Requirement: Go through the data line by line. Copy each one holding the string "halo".

----- Material provided

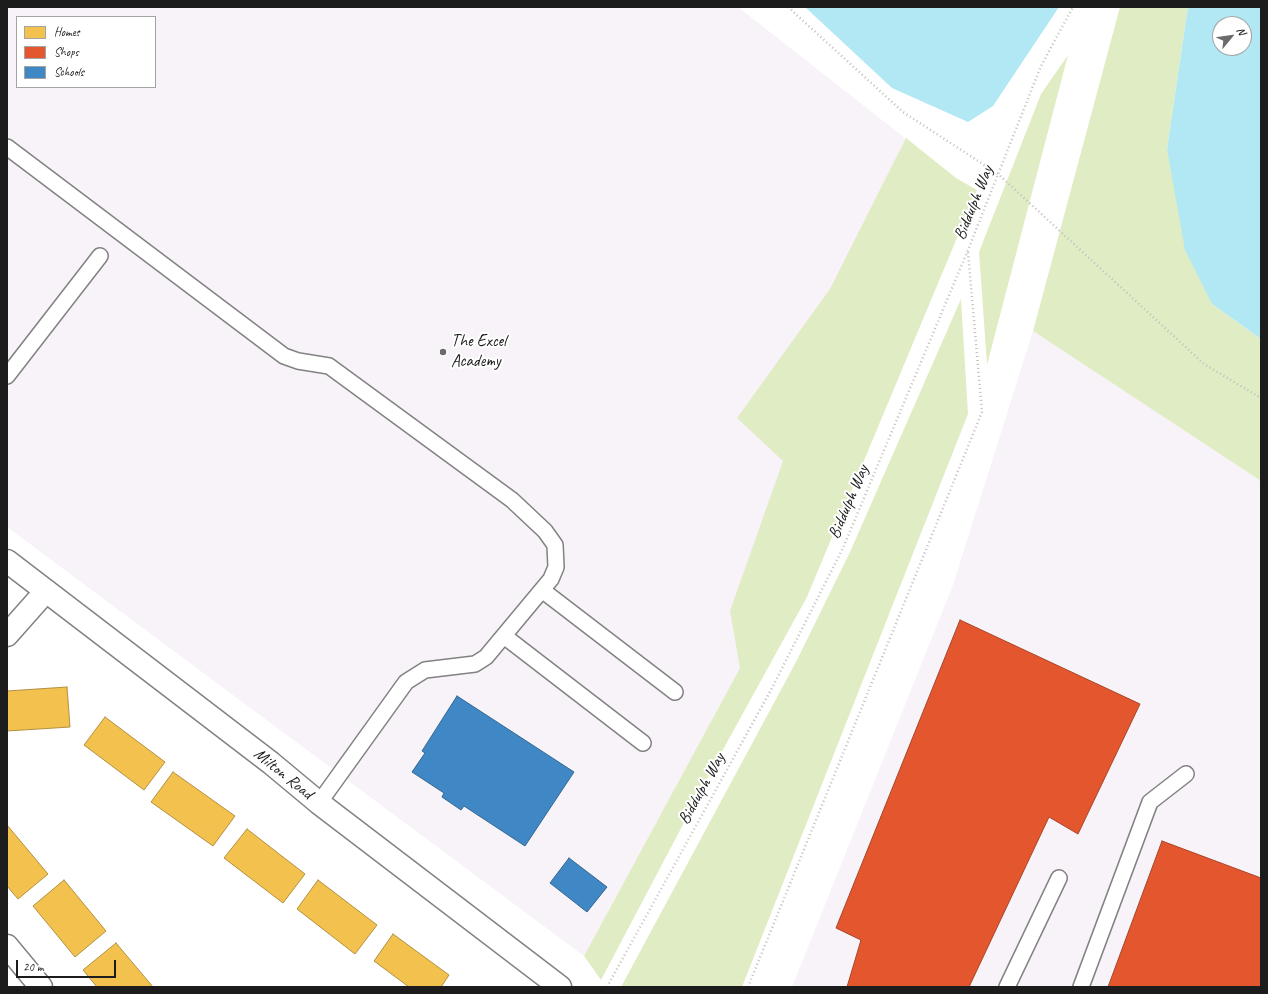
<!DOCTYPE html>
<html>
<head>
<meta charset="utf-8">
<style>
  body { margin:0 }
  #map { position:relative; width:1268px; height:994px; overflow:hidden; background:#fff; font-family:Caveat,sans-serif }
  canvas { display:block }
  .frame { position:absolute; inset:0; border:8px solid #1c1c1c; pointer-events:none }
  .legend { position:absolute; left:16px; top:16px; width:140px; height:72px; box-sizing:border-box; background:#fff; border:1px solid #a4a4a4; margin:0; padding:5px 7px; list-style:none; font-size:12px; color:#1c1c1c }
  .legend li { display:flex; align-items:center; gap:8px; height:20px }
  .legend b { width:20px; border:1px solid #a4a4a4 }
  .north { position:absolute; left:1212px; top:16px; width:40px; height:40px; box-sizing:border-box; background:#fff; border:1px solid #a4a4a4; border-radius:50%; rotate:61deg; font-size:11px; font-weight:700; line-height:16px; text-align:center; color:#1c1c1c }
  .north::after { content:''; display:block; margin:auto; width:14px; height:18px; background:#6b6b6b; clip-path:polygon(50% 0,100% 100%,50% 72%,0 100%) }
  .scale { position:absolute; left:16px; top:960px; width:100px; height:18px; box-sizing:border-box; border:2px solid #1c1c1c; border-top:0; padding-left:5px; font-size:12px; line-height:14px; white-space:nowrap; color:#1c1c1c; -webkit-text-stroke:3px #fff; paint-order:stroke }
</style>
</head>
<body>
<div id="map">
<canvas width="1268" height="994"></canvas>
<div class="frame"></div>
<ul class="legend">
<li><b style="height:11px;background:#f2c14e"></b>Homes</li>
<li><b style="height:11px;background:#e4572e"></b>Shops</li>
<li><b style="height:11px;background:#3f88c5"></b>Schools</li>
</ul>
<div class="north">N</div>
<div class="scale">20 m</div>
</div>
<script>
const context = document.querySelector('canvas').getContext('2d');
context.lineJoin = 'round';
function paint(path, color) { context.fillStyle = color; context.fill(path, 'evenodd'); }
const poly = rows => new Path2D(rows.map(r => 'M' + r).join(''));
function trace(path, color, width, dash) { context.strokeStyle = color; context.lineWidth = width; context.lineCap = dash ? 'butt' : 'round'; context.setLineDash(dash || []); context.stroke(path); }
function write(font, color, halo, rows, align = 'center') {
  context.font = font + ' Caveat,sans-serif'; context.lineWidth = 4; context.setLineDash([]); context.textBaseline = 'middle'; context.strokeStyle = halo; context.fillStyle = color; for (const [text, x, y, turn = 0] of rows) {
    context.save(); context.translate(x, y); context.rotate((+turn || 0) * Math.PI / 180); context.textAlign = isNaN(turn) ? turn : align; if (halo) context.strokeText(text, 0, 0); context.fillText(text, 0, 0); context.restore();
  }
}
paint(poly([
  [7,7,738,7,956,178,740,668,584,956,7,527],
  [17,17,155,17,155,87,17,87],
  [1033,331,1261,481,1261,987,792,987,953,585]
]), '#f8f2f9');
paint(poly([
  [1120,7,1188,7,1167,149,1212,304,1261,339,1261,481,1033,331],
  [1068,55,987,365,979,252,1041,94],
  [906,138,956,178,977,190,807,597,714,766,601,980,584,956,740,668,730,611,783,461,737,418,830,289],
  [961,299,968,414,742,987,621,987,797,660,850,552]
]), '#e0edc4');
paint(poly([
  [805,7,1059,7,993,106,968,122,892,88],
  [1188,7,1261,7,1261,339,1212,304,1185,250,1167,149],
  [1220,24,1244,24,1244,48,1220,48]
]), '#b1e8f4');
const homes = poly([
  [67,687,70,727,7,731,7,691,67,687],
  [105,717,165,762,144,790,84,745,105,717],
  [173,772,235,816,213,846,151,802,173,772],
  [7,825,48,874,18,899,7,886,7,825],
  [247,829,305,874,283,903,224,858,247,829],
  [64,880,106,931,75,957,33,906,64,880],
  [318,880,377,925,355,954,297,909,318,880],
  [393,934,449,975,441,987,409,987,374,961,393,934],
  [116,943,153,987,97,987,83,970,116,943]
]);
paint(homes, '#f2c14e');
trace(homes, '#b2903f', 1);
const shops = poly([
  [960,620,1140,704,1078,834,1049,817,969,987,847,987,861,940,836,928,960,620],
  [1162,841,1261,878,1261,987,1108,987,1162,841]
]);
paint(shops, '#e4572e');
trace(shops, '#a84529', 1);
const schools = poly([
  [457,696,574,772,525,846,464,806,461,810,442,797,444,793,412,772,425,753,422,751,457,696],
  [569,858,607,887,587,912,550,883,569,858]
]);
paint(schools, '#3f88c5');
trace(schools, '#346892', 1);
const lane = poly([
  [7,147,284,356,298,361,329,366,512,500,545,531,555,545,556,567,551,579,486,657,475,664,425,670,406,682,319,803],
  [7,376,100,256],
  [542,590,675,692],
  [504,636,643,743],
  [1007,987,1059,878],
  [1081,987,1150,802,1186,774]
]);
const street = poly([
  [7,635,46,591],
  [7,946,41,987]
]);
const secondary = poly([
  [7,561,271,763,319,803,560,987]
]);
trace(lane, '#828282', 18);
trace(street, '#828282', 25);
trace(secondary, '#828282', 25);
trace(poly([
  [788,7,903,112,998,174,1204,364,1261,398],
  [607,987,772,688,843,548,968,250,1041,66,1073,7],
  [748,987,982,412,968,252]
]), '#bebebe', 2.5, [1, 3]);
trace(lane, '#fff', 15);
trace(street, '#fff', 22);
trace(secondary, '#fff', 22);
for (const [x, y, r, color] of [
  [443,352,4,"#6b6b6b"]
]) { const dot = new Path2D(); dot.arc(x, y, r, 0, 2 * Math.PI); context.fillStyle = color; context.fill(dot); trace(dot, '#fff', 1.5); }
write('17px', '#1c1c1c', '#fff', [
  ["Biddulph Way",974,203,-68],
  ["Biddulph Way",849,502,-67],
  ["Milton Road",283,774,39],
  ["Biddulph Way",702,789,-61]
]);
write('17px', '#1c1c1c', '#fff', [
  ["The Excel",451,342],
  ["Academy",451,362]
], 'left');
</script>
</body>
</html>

----------

Finished task:
function write(font, color, halo, rows, align = 'center') {
  context.font = font + ' Caveat,sans-serif'; context.lineWidth = 4; context.setLineDash([]); context.textBaseline = 'middle'; context.strokeStyle = halo; context.fillStyle = color; for (const [text, x, y, turn = 0] of rows) {
    context.save(); context.translate(x, y); context.rotate((+turn || 0) * Math.PI / 180); context.textAlign = isNaN(turn) ? turn : align; if (halo) context.strokeText(text, 0, 0); context.fillText(text, 0, 0); context.restore();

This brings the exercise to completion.